Records from a collection =
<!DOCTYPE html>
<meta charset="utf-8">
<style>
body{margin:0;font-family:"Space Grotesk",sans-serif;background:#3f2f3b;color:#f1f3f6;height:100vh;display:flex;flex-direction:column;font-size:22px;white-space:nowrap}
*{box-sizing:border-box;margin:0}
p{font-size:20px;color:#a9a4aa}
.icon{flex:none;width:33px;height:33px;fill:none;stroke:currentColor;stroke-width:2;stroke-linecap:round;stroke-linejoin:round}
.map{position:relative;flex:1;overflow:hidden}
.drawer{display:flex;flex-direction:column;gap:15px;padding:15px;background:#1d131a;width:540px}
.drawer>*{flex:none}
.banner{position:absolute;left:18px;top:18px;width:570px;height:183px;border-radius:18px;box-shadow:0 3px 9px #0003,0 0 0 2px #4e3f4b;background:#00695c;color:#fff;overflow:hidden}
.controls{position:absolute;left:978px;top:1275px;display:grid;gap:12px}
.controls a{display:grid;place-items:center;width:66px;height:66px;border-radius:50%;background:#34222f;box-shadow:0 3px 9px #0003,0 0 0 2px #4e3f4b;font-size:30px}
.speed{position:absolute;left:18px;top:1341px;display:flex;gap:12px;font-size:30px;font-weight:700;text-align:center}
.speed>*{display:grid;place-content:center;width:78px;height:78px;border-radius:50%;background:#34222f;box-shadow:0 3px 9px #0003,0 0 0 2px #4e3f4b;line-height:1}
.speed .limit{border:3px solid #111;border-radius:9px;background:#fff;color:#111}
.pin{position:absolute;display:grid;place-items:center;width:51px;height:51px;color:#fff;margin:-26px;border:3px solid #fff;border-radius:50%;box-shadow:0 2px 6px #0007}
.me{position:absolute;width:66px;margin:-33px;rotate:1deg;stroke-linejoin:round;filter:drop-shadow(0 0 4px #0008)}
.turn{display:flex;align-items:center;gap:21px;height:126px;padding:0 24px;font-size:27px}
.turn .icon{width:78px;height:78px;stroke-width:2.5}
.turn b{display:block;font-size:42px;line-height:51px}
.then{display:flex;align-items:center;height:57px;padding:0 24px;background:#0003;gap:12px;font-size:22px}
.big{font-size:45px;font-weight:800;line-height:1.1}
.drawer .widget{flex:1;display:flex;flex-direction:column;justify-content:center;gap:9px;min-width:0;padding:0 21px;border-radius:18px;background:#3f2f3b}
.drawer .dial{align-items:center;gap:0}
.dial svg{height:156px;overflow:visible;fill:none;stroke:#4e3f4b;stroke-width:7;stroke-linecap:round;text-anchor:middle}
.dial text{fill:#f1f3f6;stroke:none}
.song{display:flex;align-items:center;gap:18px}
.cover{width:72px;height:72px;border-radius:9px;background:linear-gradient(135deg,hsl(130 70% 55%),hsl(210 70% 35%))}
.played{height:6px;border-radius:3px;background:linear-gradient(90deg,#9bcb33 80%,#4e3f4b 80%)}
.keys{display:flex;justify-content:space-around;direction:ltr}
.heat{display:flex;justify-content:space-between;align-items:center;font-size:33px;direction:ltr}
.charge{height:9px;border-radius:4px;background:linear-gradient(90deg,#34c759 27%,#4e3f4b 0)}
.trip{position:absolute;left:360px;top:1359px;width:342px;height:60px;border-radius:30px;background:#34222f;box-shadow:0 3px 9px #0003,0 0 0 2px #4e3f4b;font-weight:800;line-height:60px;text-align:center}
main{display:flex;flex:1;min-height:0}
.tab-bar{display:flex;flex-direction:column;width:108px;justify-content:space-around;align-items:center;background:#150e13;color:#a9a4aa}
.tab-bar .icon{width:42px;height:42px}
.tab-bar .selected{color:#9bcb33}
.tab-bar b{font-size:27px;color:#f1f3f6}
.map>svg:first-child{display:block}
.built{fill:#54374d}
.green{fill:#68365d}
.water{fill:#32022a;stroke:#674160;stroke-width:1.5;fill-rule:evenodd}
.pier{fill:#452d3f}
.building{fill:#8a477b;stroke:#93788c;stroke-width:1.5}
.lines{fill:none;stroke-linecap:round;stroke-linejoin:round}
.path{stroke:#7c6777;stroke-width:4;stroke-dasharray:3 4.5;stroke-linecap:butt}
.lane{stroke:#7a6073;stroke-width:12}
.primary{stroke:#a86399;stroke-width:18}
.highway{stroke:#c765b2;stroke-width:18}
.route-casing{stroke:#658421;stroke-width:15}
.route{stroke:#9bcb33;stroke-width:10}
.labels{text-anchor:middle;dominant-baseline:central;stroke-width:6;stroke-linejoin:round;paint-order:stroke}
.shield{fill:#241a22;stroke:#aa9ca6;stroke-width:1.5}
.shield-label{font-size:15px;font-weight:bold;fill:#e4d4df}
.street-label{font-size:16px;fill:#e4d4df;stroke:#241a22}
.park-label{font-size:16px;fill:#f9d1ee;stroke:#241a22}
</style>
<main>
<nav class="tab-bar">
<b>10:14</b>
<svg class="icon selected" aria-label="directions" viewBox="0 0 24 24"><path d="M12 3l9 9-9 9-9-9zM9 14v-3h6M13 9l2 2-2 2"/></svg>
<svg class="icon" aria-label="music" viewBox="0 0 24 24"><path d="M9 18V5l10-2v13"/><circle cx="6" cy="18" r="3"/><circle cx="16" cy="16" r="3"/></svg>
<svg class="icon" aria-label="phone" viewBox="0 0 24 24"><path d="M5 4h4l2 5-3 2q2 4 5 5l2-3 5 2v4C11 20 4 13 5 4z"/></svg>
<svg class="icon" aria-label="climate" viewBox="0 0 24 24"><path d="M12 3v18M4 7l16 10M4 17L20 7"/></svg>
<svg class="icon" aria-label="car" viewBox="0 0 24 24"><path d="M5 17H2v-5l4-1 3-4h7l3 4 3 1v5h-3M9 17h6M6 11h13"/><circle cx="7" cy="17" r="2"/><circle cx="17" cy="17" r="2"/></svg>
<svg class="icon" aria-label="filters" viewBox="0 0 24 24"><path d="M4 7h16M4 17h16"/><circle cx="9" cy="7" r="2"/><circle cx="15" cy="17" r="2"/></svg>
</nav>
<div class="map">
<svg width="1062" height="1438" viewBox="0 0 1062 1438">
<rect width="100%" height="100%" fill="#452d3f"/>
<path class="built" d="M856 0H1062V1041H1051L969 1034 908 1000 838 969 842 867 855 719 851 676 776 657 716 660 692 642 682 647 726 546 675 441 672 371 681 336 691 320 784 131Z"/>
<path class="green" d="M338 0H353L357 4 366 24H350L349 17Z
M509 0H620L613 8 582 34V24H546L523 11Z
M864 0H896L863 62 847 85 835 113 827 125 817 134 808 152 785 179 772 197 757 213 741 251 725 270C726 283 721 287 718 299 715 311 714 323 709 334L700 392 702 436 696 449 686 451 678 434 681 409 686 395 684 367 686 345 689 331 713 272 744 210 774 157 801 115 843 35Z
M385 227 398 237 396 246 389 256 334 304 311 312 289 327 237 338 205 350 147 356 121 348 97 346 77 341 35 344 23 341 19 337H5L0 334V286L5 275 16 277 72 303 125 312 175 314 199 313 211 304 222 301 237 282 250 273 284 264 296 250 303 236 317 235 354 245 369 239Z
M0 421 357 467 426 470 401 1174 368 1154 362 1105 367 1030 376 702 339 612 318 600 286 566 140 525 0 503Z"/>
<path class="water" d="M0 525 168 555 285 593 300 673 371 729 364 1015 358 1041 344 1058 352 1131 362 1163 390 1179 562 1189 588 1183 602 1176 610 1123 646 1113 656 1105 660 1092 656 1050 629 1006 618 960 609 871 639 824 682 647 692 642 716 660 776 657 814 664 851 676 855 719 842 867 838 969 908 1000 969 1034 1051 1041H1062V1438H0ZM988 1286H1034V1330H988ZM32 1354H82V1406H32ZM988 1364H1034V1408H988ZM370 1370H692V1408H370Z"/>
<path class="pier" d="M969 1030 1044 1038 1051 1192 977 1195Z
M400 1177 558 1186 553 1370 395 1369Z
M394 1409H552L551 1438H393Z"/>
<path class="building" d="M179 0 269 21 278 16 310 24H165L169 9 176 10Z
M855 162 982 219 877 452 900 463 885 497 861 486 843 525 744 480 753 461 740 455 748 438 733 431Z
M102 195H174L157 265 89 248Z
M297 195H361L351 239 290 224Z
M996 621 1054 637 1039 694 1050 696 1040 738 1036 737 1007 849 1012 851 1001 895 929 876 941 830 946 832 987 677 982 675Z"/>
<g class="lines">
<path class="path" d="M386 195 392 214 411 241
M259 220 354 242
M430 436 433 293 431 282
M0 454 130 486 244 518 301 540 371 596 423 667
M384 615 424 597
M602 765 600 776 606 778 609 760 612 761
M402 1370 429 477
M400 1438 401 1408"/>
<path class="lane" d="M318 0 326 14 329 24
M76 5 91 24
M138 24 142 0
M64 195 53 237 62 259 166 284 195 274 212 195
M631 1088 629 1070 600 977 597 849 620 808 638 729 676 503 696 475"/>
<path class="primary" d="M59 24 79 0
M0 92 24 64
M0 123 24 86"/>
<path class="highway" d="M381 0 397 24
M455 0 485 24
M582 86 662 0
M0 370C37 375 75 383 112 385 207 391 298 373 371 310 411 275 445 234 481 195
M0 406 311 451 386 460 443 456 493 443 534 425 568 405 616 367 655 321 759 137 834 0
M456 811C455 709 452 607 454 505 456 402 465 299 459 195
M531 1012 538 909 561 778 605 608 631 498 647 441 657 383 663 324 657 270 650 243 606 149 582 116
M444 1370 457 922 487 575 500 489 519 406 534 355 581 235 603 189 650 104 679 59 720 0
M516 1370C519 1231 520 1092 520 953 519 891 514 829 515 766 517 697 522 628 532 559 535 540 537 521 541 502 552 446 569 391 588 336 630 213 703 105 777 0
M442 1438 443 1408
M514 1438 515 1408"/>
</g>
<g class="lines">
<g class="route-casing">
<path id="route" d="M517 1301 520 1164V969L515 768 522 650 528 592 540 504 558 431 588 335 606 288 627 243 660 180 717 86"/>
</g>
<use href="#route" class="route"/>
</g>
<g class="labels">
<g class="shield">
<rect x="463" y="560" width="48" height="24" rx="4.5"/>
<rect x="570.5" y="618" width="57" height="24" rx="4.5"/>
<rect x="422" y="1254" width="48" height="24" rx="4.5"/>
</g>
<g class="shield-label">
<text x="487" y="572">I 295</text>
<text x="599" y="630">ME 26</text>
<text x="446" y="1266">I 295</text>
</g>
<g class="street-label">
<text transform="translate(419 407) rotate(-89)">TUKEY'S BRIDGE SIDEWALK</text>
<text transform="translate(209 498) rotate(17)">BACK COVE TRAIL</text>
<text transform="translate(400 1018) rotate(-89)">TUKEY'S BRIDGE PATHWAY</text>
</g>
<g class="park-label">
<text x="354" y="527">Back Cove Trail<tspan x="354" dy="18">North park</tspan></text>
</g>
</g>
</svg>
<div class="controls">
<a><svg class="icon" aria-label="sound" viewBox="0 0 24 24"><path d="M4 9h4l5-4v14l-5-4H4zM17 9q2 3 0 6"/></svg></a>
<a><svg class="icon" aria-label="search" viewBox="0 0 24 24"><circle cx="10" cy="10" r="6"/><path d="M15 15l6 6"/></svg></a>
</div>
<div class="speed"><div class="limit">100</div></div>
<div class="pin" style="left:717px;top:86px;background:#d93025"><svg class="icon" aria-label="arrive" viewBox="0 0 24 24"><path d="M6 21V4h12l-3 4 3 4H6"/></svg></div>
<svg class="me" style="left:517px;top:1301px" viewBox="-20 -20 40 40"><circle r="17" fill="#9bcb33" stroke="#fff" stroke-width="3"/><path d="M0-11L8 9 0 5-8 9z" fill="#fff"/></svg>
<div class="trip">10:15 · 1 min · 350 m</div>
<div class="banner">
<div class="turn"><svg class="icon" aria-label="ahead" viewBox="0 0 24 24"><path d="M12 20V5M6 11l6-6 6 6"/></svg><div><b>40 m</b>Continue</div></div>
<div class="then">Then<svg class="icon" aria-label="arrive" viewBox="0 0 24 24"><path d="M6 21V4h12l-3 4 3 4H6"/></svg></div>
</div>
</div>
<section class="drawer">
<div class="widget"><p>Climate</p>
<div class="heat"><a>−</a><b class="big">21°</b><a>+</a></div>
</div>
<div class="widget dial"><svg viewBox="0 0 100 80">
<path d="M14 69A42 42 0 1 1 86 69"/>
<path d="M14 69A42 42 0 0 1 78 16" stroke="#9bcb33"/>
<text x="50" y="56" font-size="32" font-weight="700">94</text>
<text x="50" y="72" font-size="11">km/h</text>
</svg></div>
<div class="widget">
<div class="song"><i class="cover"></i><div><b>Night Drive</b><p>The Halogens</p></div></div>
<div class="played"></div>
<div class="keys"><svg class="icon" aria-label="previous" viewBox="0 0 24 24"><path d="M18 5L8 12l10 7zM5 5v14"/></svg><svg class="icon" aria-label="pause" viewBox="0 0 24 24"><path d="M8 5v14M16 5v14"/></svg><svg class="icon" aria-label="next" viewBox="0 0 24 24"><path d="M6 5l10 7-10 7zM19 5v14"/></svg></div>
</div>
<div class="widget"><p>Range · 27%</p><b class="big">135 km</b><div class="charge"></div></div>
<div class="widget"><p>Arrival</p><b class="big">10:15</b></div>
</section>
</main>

==

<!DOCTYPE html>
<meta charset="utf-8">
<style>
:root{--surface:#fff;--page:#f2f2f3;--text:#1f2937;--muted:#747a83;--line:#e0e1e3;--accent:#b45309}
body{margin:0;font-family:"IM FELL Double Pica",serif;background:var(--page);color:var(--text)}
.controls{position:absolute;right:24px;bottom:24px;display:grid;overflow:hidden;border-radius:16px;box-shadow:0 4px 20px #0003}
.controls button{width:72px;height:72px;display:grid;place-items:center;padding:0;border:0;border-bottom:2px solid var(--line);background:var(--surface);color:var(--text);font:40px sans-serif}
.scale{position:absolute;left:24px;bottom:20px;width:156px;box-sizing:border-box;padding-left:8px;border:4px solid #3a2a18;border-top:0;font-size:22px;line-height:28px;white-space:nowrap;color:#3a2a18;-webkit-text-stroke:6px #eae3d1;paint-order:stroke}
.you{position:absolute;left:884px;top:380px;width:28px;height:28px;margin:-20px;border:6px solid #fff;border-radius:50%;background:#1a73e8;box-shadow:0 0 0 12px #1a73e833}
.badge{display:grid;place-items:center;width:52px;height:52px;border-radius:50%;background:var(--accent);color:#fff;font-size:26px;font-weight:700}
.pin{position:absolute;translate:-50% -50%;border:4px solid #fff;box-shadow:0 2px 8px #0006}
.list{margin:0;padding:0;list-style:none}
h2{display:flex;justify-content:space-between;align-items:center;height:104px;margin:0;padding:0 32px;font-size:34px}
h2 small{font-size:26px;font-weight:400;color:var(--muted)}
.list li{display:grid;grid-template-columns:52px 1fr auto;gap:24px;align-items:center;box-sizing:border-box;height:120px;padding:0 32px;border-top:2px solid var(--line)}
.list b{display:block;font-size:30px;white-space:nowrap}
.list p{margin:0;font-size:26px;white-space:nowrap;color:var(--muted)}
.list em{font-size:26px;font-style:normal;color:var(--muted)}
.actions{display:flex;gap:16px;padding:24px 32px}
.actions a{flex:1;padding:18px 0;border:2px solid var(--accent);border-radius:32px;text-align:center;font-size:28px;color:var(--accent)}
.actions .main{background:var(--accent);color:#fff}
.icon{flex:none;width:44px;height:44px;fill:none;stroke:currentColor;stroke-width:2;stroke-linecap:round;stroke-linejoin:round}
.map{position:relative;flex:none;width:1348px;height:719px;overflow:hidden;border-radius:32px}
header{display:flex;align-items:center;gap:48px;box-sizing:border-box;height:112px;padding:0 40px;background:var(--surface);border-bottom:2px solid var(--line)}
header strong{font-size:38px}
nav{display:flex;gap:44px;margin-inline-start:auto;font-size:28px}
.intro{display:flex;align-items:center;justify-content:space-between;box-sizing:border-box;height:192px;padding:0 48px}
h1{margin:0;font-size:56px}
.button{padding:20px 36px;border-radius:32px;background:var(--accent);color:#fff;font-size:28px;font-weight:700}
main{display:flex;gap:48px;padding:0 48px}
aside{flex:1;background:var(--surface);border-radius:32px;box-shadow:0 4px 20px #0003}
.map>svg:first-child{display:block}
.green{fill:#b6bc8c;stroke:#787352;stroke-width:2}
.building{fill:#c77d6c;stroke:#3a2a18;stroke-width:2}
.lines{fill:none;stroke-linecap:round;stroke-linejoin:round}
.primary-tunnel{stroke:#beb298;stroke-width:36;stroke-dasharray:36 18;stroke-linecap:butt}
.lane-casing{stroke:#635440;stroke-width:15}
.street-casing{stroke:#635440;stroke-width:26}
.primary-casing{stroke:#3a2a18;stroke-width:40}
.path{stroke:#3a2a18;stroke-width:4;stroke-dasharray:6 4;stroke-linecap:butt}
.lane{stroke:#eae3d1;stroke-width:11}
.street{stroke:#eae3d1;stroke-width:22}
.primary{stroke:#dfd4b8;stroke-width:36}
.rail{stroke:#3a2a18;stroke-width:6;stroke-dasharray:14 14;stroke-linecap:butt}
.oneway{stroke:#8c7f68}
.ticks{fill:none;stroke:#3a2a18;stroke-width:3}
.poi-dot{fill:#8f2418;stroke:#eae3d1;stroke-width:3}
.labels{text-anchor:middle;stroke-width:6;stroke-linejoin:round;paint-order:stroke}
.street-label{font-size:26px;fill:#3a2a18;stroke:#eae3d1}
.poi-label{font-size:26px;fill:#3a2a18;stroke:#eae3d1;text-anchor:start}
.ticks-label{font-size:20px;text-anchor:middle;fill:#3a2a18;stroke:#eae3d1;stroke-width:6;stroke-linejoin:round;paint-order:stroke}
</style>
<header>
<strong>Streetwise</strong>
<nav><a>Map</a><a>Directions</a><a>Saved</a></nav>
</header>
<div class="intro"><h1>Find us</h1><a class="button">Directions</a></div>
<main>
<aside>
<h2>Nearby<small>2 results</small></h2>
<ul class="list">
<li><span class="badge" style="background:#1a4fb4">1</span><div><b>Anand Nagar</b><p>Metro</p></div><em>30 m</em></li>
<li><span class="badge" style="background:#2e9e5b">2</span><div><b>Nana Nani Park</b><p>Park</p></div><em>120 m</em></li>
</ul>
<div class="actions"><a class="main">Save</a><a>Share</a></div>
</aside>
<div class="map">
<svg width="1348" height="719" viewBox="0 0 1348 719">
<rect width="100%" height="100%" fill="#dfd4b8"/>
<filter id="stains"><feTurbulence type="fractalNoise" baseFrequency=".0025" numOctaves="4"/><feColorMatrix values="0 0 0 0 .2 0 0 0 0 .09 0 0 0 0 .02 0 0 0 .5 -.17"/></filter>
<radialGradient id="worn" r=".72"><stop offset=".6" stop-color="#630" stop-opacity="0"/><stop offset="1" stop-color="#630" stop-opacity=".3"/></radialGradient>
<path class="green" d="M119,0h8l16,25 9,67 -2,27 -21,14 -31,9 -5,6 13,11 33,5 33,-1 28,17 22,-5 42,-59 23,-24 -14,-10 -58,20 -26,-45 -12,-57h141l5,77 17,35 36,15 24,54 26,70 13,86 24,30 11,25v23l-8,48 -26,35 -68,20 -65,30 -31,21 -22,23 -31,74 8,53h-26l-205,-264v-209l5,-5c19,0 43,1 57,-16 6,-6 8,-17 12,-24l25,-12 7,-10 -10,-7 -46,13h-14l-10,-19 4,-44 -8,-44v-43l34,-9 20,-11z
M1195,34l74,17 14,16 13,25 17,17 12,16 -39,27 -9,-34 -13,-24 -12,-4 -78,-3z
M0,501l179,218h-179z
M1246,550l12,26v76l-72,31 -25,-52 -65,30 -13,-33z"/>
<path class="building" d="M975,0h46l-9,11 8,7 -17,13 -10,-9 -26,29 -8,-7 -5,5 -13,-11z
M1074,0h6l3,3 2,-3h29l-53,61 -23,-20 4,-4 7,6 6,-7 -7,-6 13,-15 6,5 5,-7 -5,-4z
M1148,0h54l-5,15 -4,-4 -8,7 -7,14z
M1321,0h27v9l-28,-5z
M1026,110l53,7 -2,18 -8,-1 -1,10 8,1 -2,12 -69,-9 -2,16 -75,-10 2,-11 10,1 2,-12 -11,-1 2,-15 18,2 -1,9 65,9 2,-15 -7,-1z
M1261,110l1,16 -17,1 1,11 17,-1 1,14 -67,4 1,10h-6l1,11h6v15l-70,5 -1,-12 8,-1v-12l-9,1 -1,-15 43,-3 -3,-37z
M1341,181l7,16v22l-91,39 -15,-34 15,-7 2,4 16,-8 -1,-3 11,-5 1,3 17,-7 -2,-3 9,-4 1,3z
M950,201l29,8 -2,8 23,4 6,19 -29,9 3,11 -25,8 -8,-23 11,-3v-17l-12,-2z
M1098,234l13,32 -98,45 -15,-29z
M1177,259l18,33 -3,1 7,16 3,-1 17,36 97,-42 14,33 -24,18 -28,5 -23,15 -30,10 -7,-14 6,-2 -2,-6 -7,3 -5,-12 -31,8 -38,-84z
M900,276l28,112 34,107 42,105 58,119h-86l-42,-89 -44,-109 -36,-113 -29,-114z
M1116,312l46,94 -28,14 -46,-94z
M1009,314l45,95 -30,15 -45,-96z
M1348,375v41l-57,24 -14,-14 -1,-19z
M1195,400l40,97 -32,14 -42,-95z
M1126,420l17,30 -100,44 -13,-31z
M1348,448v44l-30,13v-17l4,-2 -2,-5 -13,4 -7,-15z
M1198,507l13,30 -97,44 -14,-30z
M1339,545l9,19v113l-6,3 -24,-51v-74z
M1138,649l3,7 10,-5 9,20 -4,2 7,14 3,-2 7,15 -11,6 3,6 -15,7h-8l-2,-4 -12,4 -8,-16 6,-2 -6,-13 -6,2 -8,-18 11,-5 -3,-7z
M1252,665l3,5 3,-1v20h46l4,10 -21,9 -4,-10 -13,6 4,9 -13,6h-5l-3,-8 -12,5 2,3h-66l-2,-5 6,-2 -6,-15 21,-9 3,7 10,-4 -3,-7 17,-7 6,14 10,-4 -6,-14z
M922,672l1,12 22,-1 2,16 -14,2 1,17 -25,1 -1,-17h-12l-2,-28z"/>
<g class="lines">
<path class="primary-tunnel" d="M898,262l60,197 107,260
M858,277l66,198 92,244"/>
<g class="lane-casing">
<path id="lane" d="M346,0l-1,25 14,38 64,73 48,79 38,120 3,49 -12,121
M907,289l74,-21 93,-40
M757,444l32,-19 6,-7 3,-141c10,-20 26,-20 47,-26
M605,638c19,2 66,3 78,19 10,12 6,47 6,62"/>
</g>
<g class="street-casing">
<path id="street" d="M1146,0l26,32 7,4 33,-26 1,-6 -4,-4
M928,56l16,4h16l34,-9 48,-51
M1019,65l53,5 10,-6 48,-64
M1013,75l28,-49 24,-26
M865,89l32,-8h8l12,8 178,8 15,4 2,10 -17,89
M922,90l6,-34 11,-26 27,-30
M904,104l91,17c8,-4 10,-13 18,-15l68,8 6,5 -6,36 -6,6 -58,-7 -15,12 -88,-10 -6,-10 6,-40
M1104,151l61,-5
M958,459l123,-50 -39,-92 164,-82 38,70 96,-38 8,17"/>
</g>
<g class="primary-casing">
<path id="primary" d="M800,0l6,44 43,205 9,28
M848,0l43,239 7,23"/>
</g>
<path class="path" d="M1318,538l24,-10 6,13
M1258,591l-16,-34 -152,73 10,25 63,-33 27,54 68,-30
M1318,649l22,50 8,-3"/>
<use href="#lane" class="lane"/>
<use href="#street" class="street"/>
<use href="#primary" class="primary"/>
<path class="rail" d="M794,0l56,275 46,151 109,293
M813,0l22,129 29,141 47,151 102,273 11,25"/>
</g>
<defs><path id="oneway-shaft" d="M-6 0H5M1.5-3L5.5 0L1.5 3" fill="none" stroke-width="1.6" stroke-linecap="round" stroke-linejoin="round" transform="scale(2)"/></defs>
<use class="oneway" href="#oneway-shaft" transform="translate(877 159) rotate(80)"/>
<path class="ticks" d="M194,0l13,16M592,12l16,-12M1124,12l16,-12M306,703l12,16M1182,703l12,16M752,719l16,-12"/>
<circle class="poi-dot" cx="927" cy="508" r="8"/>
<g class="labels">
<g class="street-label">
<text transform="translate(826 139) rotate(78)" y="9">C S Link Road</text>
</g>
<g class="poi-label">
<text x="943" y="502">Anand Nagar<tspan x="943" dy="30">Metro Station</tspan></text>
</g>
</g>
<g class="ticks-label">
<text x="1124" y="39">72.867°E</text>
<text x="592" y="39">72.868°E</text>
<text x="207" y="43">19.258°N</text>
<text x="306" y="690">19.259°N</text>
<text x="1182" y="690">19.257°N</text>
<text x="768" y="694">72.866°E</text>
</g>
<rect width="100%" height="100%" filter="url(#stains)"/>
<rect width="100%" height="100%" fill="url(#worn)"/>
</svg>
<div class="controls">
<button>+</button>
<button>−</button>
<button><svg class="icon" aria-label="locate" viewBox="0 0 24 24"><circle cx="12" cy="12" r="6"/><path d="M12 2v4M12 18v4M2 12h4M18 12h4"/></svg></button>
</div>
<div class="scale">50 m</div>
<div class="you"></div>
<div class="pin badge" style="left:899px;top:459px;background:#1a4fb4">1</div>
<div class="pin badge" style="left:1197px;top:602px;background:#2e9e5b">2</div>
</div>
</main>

YOUR OBJECTIVE =
All lines in the records that contain "banner" are to be copied and returned.

EXERCISE RESULT =
.banner{position:absolute;left:18px;top:18px;width:570px;height:183px;border-radius:18px;box-shadow:0 3px 9px #0003,0 0 0 2px #4e3f4b;background:#00695c;color:#fff;overflow:hidden}
<div class="banner">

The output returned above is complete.